Dia menjelaskan bahwa uang pajak yang dibayarkan oleh masyarakat Indonesia disalurkan untuk membayar gaji guru, tentara, dan para pelayan publik lainnya.
Selain itu, uang pajak itu juga digunakan untuk subsidi kelompok yang berpendapatan rendah, memberikan bantuan sosial, dan membangun berbagai infrastruktur untuk rakyat. Oleh karena itu, menurut Fajry, manfaat membayar pajak sudah terpampang dengan jelas.
Ia menyayangkan masyarakat yang ikut gerakan boikot membayar pajak untuk mengekspresikan kekecewaan terhadap kasus yang menjerat mantan pejabat pajakRafael Alun Trisambodo.
Fajry mengatakan membayar pajak adalah sebuah kewajiban dari kehidupan sebagai warga negara dan hal itu merupakan konsekuensi sebagai warga negara Indonesia. Kekecewaan bisa disalurkan dengan cara yang lain, seperti mendorong transparansi.

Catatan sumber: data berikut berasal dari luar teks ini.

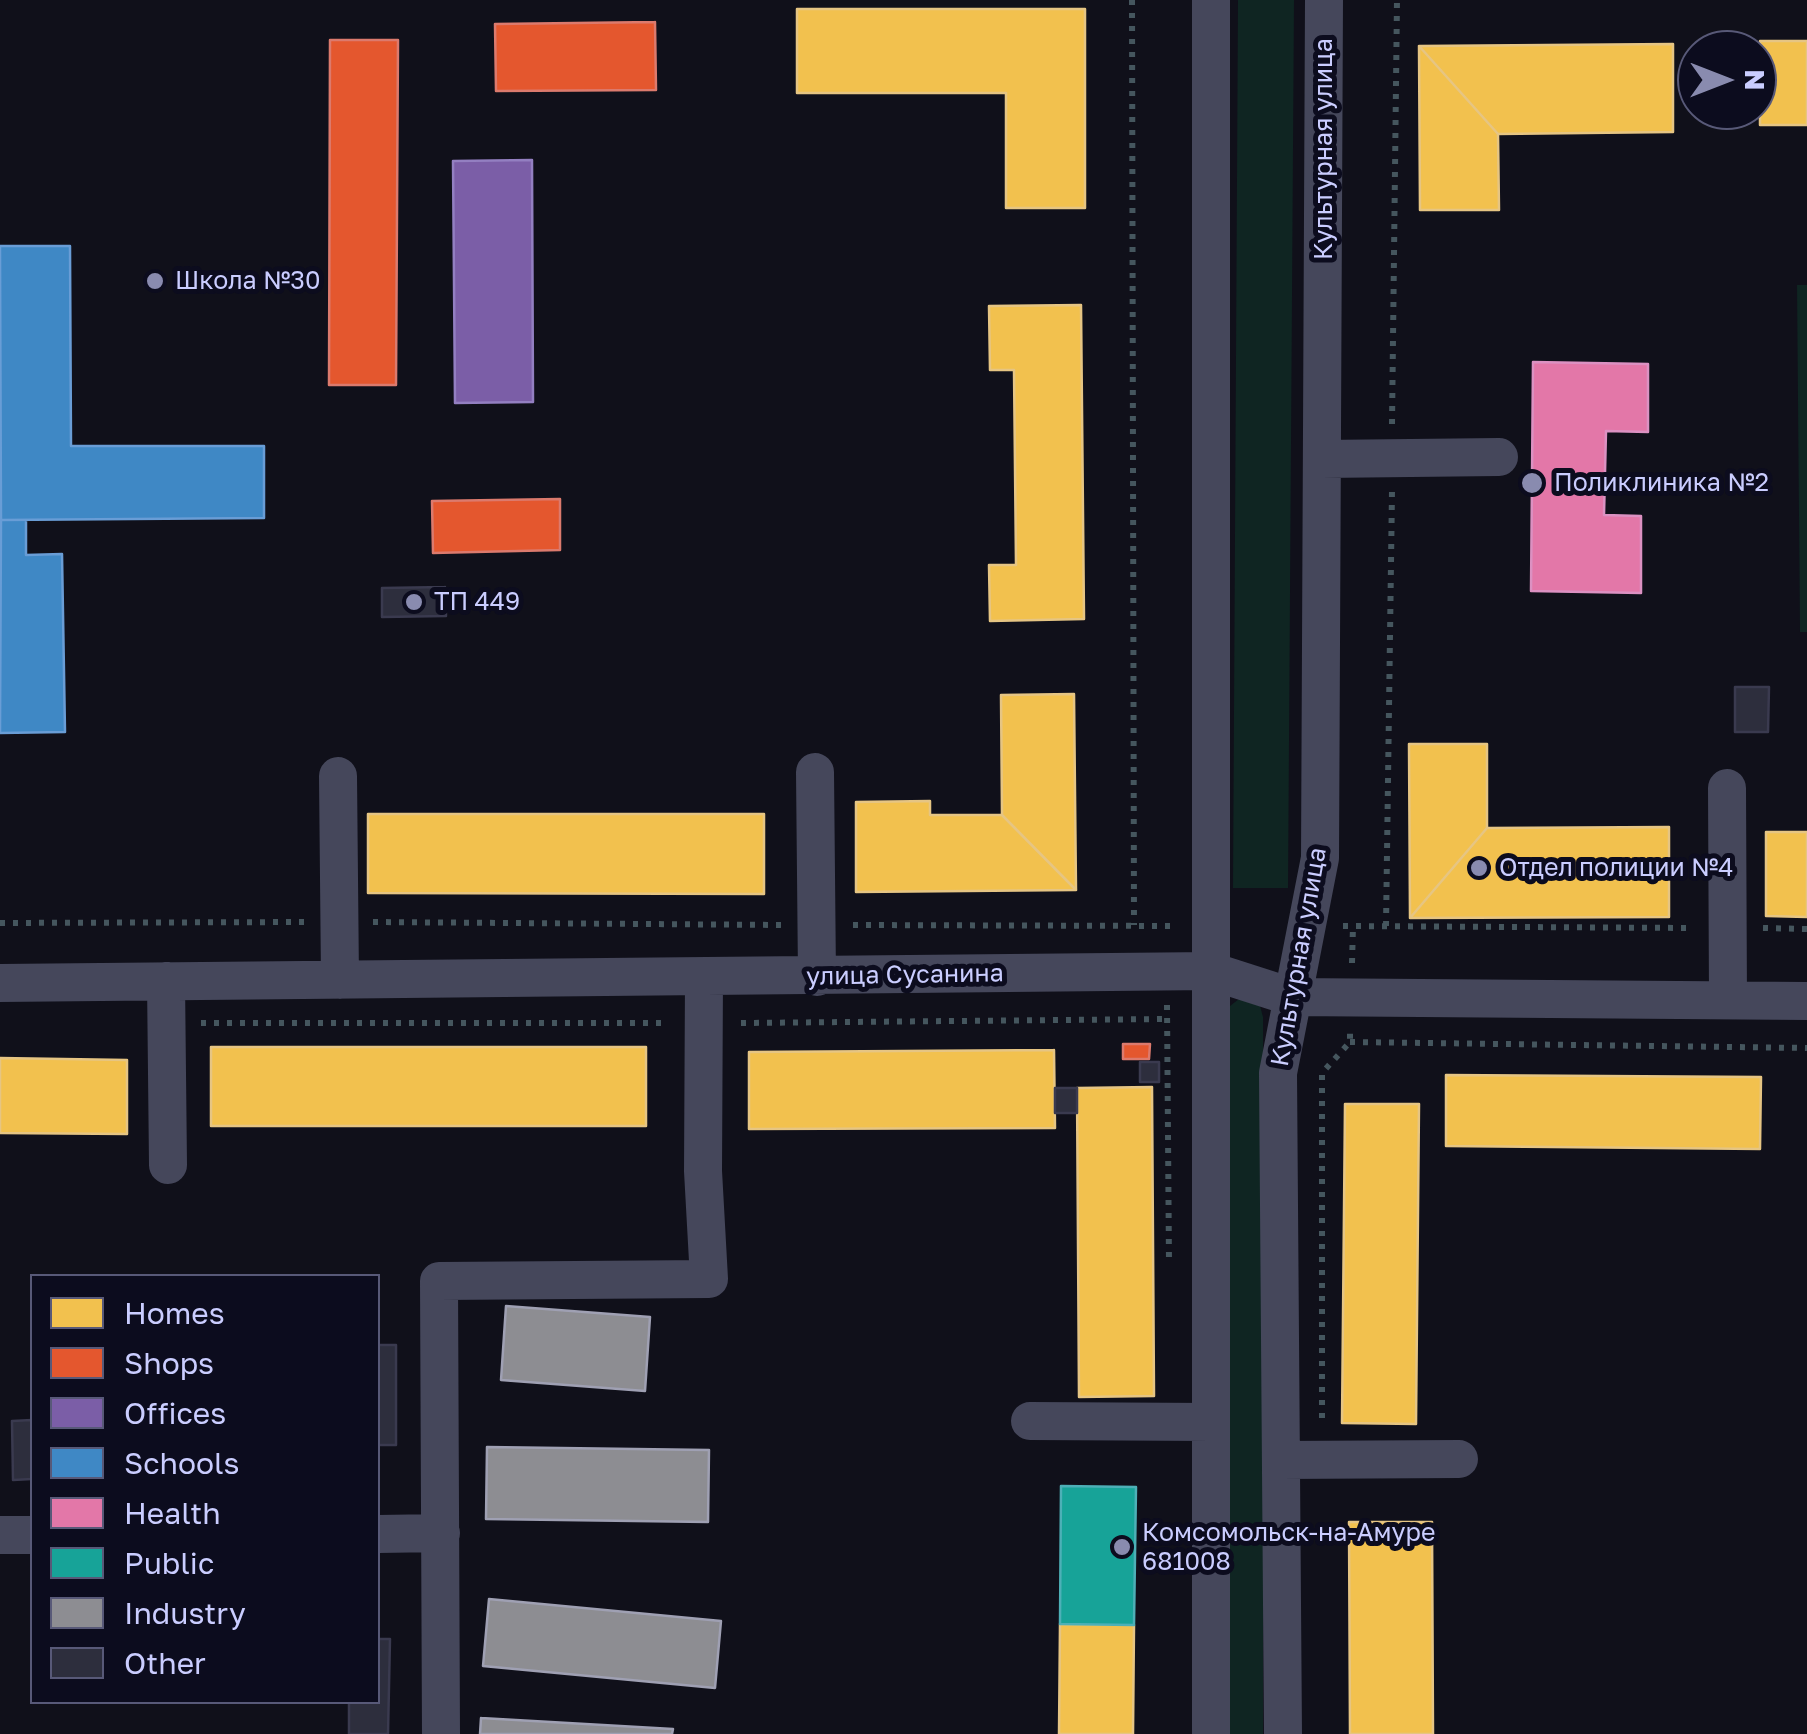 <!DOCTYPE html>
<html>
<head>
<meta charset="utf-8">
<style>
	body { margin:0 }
	#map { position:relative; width:1807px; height:1734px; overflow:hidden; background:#10101a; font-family:"Golos Text",sans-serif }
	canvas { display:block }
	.legend { position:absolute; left:30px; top:1274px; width:350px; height:430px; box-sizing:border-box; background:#0c0c1e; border:2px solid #585978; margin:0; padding:12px 18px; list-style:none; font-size:30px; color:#cacdff }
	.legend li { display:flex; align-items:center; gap:20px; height:50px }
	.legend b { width:50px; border:2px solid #585978 }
	.north { position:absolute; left:1677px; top:30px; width:100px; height:100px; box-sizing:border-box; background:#0c0c1e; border:2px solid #585978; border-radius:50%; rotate:90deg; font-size:28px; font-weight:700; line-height:40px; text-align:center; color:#cacdff }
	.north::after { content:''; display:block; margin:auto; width:35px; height:45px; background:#898baf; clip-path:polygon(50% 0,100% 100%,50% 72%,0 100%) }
</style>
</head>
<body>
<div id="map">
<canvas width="1807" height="1734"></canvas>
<ul class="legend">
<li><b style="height:28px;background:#f2c14e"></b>Homes</li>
<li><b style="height:28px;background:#e4572e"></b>Shops</li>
<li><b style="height:28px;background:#7b5ea7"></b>Offices</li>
<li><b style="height:28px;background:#3f88c5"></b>Schools</li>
<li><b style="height:28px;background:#e377a8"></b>Health</li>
<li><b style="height:28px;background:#17a398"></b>Public</li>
<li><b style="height:28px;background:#8d8d92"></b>Industry</li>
<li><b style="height:28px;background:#2d2e3d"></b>Other</li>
</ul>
<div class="north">N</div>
</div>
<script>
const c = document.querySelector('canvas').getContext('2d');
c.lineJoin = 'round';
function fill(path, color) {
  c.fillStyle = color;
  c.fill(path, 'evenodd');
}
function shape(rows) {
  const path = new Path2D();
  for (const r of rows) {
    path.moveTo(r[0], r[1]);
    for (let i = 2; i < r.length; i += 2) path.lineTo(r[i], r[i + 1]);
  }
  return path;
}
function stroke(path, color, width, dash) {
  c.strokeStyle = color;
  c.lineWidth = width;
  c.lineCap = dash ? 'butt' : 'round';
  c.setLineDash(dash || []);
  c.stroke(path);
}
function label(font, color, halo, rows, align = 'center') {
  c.font = font + ' "Golos Text",sans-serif';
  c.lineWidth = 10;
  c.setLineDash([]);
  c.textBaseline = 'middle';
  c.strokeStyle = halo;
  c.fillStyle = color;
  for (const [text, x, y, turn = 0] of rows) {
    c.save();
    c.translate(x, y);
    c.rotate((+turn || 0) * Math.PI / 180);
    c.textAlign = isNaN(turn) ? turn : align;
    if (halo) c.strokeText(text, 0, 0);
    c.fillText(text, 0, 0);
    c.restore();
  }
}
const green = shape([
	[1238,0,1294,0,1288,888,1233,888],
	[1797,285,1807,285,1807,632,1800,632],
	[1239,999,1260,1006,1263,1017,1263,1734,1226,1734,1230,1006]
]);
const homes = shape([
	[797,9,1085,9,1085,208,1006,208,1006,93,797,93,797,9],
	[1760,41,1807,41,1807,125,1760,125,1760,41],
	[1673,44,1673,132,1498,134,1419,46,1673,44],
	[1419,46,1498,134,1499,210,1420,210,1419,46],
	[1081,305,1084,619,990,621,989,565,1016,565,1014,370,990,370,989,306,1081,305],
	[1074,694,1076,890,1002,815,1001,695,1074,694],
	[1409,744,1487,744,1487,828,1410,918,1409,744],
	[930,801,930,815,1002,815,1076,890,856,892,856,802,930,801],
	[368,814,764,814,764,894,368,893,368,814],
	[1669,827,1669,917,1410,918,1487,828,1669,827],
	[1766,832,1807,832,1807,917,1766,916,1766,832],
	[211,1047,646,1047,646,1126,211,1126,211,1047],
	[1054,1050,1055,1128,749,1129,749,1052,1054,1050],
	[0,1058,127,1060,127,1134,0,1133,0,1058],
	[1446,1075,1761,1077,1760,1149,1446,1146,1446,1075],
	[1152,1087,1154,1396,1079,1397,1077,1088,1152,1087],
	[1345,1104,1419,1104,1416,1424,1342,1423,1345,1104],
	[1349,1522,1432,1522,1433,1734,1350,1734,1349,1522],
	[1060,1624,1134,1625,1133,1734,1059,1734,1060,1624]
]);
const shops = shape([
	[655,22,656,90,496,91,495,24,655,22],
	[330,40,398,40,396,385,329,385,330,40],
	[560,499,560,550,433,553,432,501,560,499],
	[1123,1044,1150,1044,1149,1059,1123,1059,1123,1044]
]);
const offices = shape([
	[532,160,533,402,455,403,453,161,532,160]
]);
const schools = shape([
	[0,246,70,246,71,446,264,446,264,518,1,520,0,246],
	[1,520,26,520,26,555,62,554,65,732,0,733,1,520]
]);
const health = shape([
	[1533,362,1648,364,1648,432,1606,431,1604,515,1641,516,1641,593,1531,591,1533,362]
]);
const public = shape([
	[1061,1486,1136,1487,1134,1625,1060,1624,1061,1486]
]);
const industry = shape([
	[506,1306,650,1317,645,1391,501,1380,506,1306],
	[487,1447,709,1450,708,1522,486,1519,487,1447],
	[489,1599,721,1621,715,1688,483,1666,489,1599],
	[481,1718,673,1729,672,1734,480,1734,481,1718]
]);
const building = shape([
	[445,587,446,616,382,617,382,588,445,587],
	[1735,687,1769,687,1768,732,1735,732,1735,687],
	[1140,1062,1159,1062,1159,1082,1140,1082,1140,1062],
	[1055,1088,1077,1088,1077,1113,1055,1113,1055,1088],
	[378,1345,396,1345,396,1445,378,1445,378,1345],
	[32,1420,32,1479,13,1480,12,1421,32,1420],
	[378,1639,390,1639,388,1734,349,1734,349,1702,378,1702,378,1639]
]);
const path = shape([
	[1132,0,1134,925],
	[1392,424,1397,0],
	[373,922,781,925],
	[0,923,306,922],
	[853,925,1176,926],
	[1343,926,1691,928],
	[1386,926,1392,491],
	[1763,928,1807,929],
	[1352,963,1353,926],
	[1167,1005,1169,1263],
	[201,1023,669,1023],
	[741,1023,1167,1019],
	[1350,1042,1807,1048],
	[1322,1418,1322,1073,1350,1042,1350,1031]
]);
const minor = shape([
	[1322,459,1499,457],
	[815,772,817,977],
	[338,776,340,980],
	[1727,788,1728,1000],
	[166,981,168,1165],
	[0,983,1211,971,1292,997,1807,1001],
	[1030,1421,1211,1422],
	[1281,1460,1459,1459],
	[378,1534,441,1533],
	[0,1535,32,1535],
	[441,1734,439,1281,709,1279,703,1171,704,978],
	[1211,1734,1211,0],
	[1283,1734,1278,1073,1320,858,1324,0]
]);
const markers = [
	[155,281,10,"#898baf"],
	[1532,483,12,"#898baf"],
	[414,602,10,"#898baf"],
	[1479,868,10,"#898baf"],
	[1122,1547,10,"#898baf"]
];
const streetNames = [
	["Культурная улица",1324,149,-90],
	["Культурная улица",1299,957,-80],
	["улица Сусанина",905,975,-1]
];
const poiNames = [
	["Школа №30",175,281],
	["Поликлиника №2",1554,483],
	["ТП 449",434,602],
	["Отдел полиции №4",1499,868],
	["Комсомольск-на-Амуре",1142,1533],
	["681008",1142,1562]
];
fill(green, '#0f2522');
fill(homes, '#f2c14e');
stroke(homes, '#e6c583', 2.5);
fill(shops, '#e4572e');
stroke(shops, '#dc7a6d', 2.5);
fill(offices, '#7b5ea7');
stroke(offices, '#937fc1', 2.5);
fill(schools, '#3f88c5');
stroke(schools, '#699dd6', 2.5);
fill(health, '#e377a8');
stroke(health, '#dc91c2', 2.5);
fill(public, '#17a398');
stroke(public, '#4db0b7', 2.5);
fill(industry, '#8d8d92');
stroke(industry, '#9fa0b3', 2.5);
fill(building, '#2d2e3d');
stroke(building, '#3a3a4f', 2.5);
stroke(path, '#45565e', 6, [5, 8]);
stroke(minor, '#45475b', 38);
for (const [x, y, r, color] of markers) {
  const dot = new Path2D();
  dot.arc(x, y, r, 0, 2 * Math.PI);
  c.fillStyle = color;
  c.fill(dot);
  stroke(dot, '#0c0c1e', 4);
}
label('25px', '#cacdff', '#0c0c1e', streetNames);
label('25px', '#cacdff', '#0c0c1e', poiNames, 'left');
</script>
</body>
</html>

"Publik bisa mendorong ada perbaikan birokrasi di tubuh DJP," ujar Fajry.
Rafael telah memenuhi panggilan Komisi Pemberantasan Korupsi (KPK) untuk memberikan klarifikasi soal Laporan Harta Kekayaan Penyelenggara Negara (LHKPN) pada Rabu (1/3/2023).
Nama Rafael Alun Trisambodo menjadi perhatian publik setelah putranya, Mario Dandy Satrio (MDS), menjadi tersangka atas kasus penganiayaan terhadap Cristalino David Ozora yang merupakan anak seorang Pengurus Pusat Gerakan Pemuda Ansor Jonathan Latumahina.